Case title: Ranoo Singh vs State of Uttar Pradesh

A division bench of Justice BR Gavai and Justice Sandeep Mehta of the Supreme Court has recently noted that declining the transfer of an investigation to the Central Bureau of Investigation (CBI) solely because a chargesheet has been filed in the case is not justifiable.

 The bench emphasized that the request for transferring an investigation to an impartial entity should not be dismissed based solely on the existence of a filed chargesheet.

“When serious allegations have been made by the appellant(s), the High Court should at least have assigned reasons in brief as to why the grounds prayed for transfer were not found to be sufficient”.

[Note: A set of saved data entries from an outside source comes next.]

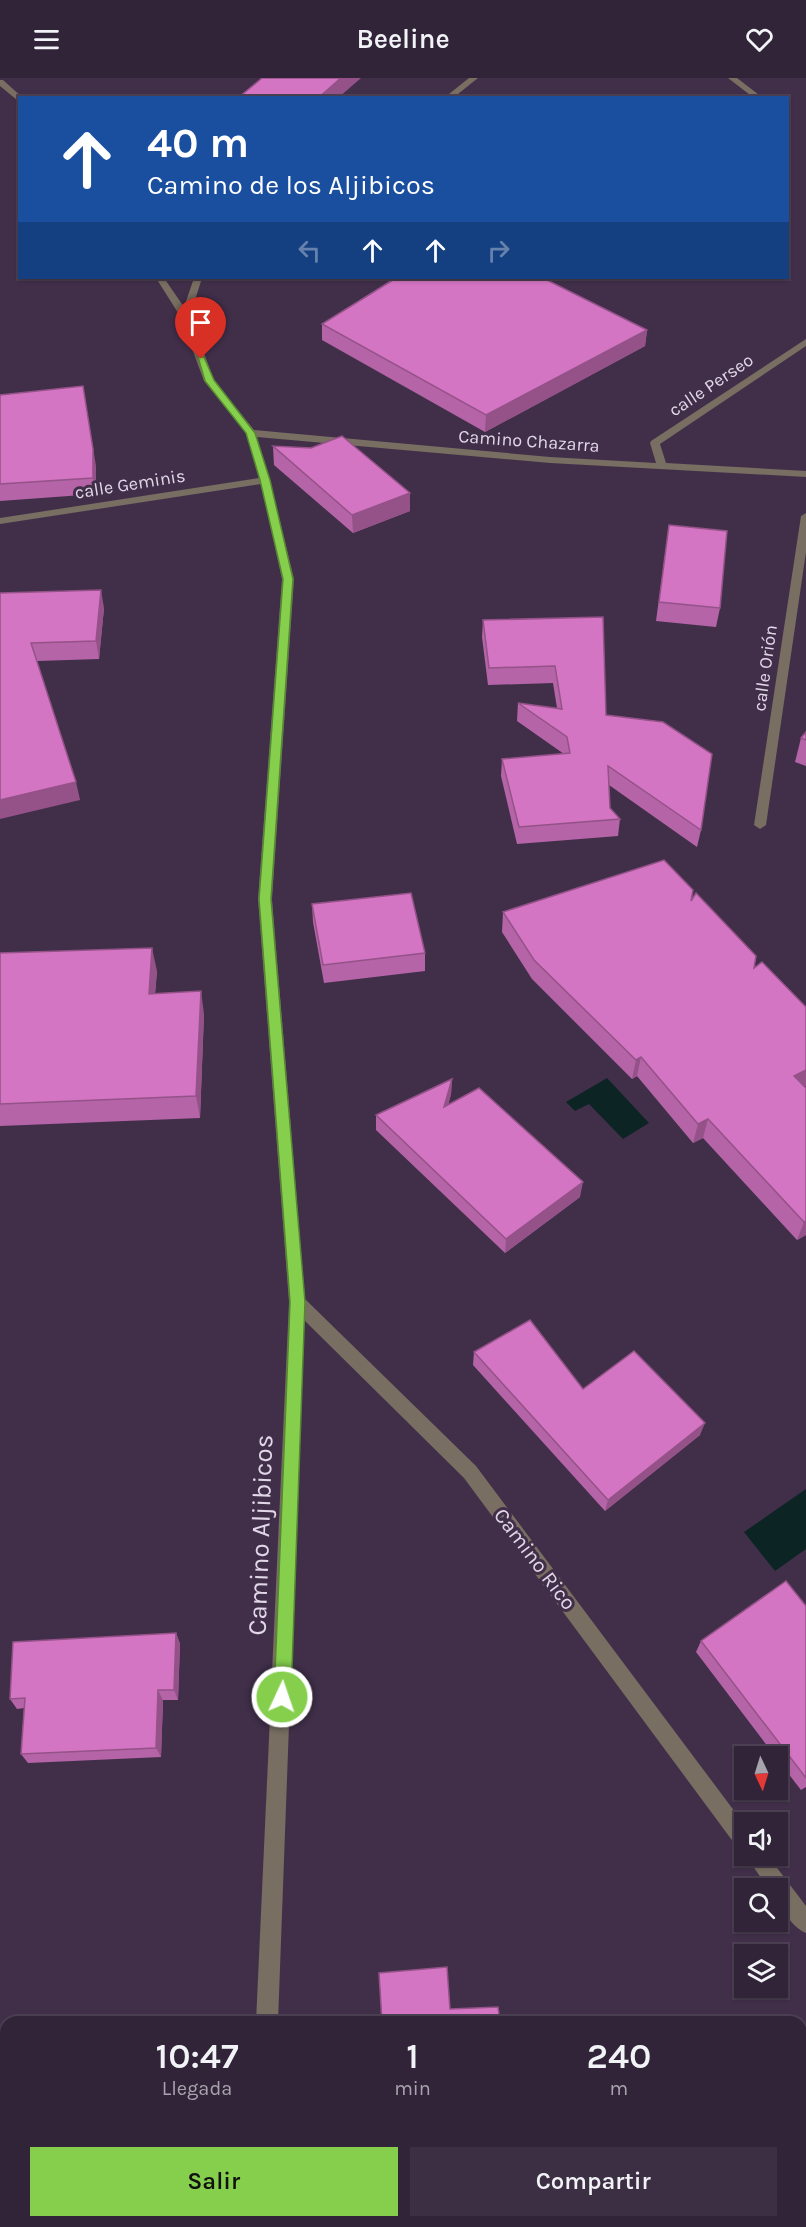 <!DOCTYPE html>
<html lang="es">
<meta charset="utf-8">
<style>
body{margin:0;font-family:Karla,sans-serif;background:#3d2f43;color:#f1f3f6;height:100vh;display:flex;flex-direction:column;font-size:22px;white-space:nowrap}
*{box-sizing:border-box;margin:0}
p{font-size:20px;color:#a8a4ae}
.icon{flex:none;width:33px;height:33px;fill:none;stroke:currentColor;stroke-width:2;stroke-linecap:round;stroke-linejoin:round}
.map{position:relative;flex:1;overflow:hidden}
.details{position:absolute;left:0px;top:1938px;width:807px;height:212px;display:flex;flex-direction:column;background:#312338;border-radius:18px 18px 0 0;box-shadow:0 2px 4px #0004,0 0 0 2px #4c4053}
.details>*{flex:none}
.banner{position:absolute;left:18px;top:18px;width:771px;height:183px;border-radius:0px;box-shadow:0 2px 4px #0004,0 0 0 2px #4c4053;background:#1a4fa0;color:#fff;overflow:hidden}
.needle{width:39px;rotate:176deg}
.fabs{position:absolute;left:734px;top:1668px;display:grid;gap:12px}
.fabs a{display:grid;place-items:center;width:54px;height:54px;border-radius:0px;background:#312338;box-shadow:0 2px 4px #0004,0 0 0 2px #4c4053;font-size:30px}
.pin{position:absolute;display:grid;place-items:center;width:51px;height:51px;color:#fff;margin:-62px -26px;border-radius:50% 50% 50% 0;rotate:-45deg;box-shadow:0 0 6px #0007}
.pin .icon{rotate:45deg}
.me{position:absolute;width:66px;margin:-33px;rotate:3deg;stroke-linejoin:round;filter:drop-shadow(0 0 4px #0008)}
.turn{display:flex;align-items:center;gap:21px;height:126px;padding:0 30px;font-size:27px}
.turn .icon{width:78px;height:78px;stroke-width:2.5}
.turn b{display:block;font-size:42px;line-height:51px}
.lanes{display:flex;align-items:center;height:57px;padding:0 30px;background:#0003;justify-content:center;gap:30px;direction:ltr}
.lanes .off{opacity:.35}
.eta{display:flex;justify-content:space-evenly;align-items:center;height:102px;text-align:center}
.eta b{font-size:36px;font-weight:600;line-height:42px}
.button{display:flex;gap:12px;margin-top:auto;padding:12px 30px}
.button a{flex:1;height:69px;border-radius:0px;background:#85cf4d;color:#111;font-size:24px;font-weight:600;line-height:69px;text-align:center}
.button a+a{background:#3d2f43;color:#f1f3f6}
header{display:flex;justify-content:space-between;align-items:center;height:78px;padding:0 30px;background:#312338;font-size:27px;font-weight:600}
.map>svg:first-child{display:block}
.water{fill:#0c2424}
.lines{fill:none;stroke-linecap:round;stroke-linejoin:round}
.minor{fill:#786e61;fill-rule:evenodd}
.wall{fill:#b565a7}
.shaded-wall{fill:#945288}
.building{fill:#d375c2;stroke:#945288;stroke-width:1.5}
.route{fill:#85cf4d;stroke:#568732;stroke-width:1.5}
.labels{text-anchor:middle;stroke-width:6;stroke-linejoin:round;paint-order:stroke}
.far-street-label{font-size:18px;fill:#e2d7e8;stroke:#412f4a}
.street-label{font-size:21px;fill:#e2d7e8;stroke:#412f4a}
.near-street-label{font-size:26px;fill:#e2d7e8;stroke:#412f4a}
</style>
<header><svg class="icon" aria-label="menu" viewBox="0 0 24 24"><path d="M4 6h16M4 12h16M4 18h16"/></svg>Beeline<svg class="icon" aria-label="heart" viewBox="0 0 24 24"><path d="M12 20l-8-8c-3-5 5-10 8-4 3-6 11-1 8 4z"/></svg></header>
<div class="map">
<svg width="806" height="2149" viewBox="0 0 806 2149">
<rect width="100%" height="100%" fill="#412f4a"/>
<path class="water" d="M 607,1000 L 649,1045 L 623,1061 L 589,1026 L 575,1033 L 566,1024 Z
M 806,1411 L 806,1471 L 775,1493 L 744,1454 Z
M 445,2144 L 572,2144 L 574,2149 L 446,2149 Z"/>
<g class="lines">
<path class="minor" d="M 469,0 L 478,0 L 453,20 L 444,20 Z
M 728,0 L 737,0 L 763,20 L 754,20 Z
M 0,2 L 3,2 L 23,20 L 17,22 L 0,8 Z
M 156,200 L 164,200 L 184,229 L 194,200 L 202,200 L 190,238 L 214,302 L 254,352 L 550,379 L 656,385 L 650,365 L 651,363 L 806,261 L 806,268 L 660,366 L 666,385 L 806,393 L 806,399 L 550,385 L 257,359 L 270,402 L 294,501 L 272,821 L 305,1221 L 476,1388 L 744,1746 L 744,1772 L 737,1769 L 464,1400 L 304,1242 L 278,1944 L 256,1944 L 289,1224 L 258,821 L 282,501 L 261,406 L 0,446 L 0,440 L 259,400 L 246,355 L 204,303 L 180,238 Z
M 806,435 L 806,474 L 766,747 L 760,751 L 754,747 L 801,438 Z
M 746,1778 L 768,1778 L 806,1828 L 806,1855 C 791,1849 777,1827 777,1810 L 768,1810 Z
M 247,2144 L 269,2144 L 269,2149 L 247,2149 Z"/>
</g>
<path class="wall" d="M 390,200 L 543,200 L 647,252 L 645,268 L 485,354 L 322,262 L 322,246 L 393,201 Z
M 0,317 L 96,388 L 96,416 L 0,423 Z
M 273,368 L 410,433 L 353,455 L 274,387 Z
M 669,447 L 720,530 L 716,549 L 656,543 Z
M 0,515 L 104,530 L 99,581 L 37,583 L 80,722 Z
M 603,539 L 606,637 L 701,752 L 697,769 L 609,707 L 610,730 L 620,741 L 618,758 L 517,766 L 501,698 L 502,681 L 564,676 L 517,643 L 518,625 L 557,630 L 553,605 L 488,607 L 482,559 L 483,542 Z
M 806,654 L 806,688 L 795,684 L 801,660 Z
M 691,823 L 754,890 L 804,1008 L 806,1010 L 806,1157 L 797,1162 L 703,1060 L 693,1065 L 637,998 L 632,1001 L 532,901 L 502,854 L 503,834 Z
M 312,826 L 425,875 L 425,893 L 324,905 L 313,844 Z
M 0,875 L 157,893 L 155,916 L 204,936 L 200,1040 L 0,1048 Z
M 452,1001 L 451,1016 L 448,1027 L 580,1119 L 505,1175 L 376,1052 L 376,1037 Z
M 474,1274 L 700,1357 L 605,1433 L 473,1287 Z
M 806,1528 L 806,1709 L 801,1712 L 777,1681 L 777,1678 L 775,1678 L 696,1574 L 701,1563 Z
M 176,1555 L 180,1566 L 178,1622 L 163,1622 L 161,1679 L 28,1685 L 21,1676 L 24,1630 L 17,1631 L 10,1621 Z"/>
<path class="shaded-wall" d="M 341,0 L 361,0 L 338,20 L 318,20 Z
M 647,252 L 645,268 L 485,354 L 486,337 Z
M 83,308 L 96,388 L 96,416 L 93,400 Z
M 410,415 L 410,433 L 353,455 L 352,437 Z
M 101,512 L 104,530 L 99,581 L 96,563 Z
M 76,704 L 80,722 L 0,741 L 0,722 Z
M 152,870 L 157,893 L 153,939 L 149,916 Z
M 201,913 L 204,936 L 200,1040 L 196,1018 Z
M 641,979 L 637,998 L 632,1001 L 636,982 Z
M 806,992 L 806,1008 L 788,1017 L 794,998 Z
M 452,1001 L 451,1016 L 444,1044 L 444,1029 Z
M 708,1041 L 703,1060 L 693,1065 L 698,1046 Z
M 583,1104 L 580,1119 L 505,1175 L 506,1161 Z
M 806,1143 L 806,1157 L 797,1162 L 804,1144 Z
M 705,1345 L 700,1357 L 605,1433 L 608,1422 Z
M 176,1555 L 180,1566 L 178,1622 L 174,1612 Z
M 158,1612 L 163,1622 L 161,1679 L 156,1670 Z"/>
<path class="building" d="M 262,0 L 341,0 L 318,20 L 238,20 Z
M 396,200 L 543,200 L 647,252 L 486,337 L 322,246 Z
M 83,308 L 93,371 L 93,400 L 0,406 L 0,317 Z
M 342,358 L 410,415 L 352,437 L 273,368 L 311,370 Z
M 669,447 L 727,453 L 720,530 L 659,524 Z
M 101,512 L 96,563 L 31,565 L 76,704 L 0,722 L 0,515 Z
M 603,539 L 606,637 L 663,644 L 712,676 L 701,752 L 608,688 L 610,730 L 620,741 L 519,749 L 502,681 L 570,675 L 567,659 L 518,625 L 562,631 L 555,588 L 489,590 L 483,542 Z
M 806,654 L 806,662 L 801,660 Z
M 664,782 L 693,812 L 691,823 L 696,815 L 756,878 L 754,890 L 762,884 L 806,929 L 806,992 L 794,998 L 806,1010 L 806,1143 L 804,1144 L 708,1041 L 698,1046 L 641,979 L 636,982 L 534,882 L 503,834 Z
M 411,815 L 425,875 L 323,887 L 312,826 Z
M 152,870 L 149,916 L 201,913 L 196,1018 L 0,1026 L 0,875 Z
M 452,1001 L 444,1029 L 479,1010 L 583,1104 L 506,1161 L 376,1037 Z
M 530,1242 L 583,1311 L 634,1273 L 705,1345 L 608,1422 L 474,1274 Z
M 786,1503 L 806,1528 L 806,1700 L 701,1563 Z
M 176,1555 L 174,1612 L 158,1612 L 156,1670 L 21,1676 L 25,1620 L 10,1621 L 13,1564 Z
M 447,1889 L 450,1931 L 498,1929 L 500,1944 L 382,1944 L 379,1895 Z"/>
<path class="route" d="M 198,279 L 204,279 L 214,302 L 255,355 L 270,402 L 293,501 L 271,821 L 305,1224 L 291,1619 L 288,1625 L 282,1627 L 276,1625 L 274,1619 L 290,1224 L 259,821 L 283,501 L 260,402 L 246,355 L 205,303 Z"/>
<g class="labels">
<g class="far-street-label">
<text transform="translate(711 307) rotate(-34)" y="6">calle Perseo</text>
<text transform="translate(529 363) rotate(4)" y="6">Camino Chazarra</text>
<text transform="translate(130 406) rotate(-9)" y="6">calle Geminis</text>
<text transform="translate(765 590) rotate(-82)" y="6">calle Orión</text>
</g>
<g class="street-label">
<text transform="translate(535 1481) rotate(53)" y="7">Camino Rico</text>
</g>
<g class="near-street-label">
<text transform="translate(260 1457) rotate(-88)" y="9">Camino Aljibicos</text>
</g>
</g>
</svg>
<div class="fabs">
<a><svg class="needle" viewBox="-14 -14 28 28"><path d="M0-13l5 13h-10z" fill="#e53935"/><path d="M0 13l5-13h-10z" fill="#a8a4ae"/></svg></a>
<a><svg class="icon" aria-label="sound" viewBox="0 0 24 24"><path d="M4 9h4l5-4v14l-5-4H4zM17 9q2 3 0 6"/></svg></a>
<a><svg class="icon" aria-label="search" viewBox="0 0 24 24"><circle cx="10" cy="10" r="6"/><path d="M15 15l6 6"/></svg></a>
<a><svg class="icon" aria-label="layers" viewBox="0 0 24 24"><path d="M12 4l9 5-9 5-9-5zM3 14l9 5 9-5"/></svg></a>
</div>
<div class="pin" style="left:201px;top:281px;background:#d93025"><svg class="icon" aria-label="arrive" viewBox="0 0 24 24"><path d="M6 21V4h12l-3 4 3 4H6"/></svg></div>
<svg class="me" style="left:282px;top:1619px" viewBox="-20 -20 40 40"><circle r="17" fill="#85cf4d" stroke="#fff" stroke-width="3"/><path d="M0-11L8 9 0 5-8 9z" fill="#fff"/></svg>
<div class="banner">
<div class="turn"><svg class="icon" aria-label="ahead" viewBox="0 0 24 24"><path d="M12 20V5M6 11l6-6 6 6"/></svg><div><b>40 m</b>Camino de los Aljibicos</div></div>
<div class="lanes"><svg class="icon off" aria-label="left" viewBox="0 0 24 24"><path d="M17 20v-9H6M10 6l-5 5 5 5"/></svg><svg class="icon" aria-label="ahead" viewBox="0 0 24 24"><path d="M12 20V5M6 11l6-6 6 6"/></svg><svg class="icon" aria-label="ahead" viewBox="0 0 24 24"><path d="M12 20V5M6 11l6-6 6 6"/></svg><svg class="icon off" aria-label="right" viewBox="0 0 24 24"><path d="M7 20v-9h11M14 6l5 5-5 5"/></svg></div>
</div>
<section class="details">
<div class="eta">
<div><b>10:47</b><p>Llegada</p></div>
<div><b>1</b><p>min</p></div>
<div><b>240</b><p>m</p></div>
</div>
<div class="button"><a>Salir</a><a>Compartir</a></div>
</section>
</div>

The court ruling pertained to a case involving Dhananajay Singh, a former Member of Parliament accused of the murder of CBI witness Ajit Singh while in police custody. Ajit Singh was fatally shot in broad daylight in Lucknow. Subsequent investigations revealed the involvement of multiple individuals, including Singh. Authorities had offered a reward of ₹25,000 for information leading to Dhananjay Singh’s arrest.

Despite being declared a proclaimed absconder, the investigation was reassigned to a Special Task Force  on the verge of the notification for the Uttar Pradesh Assembly Election.

The appellant, Ajit Singh’s spouse, contended that the STF failed to conduct a thorough investigation of Dhananajay Singh and only charged him with minor offenses carrying a maximum penalty of 3 years.

Consequently, she petitioned the Allahabad High Court to transfer the inquiry to the CBI. The High Court dismissed the appeal, citing the already filed chargesheet as a basis for denying the transfer of the investigation to another agency.

Dissatisfied with this decision, the appellant escalated the matter to the Supreme Court.

The apex court criticized the High Court for not providing concise reasoning for refusing the plea to transfer the investigation to the CBI.

In light of this omission, the Supreme Court overturned the High Court’s ruling and remanded the case back to the High Court for a fresh review.

While allowing the appeal, the bench said “We request the High Court to decide the petitions as expeditiously as possible and in any case within a period of six months from today. We clarify that we have not considered the merits of the matters and the impugned judgments and orders have been quashed and set aside only on the aforesaid grounds”.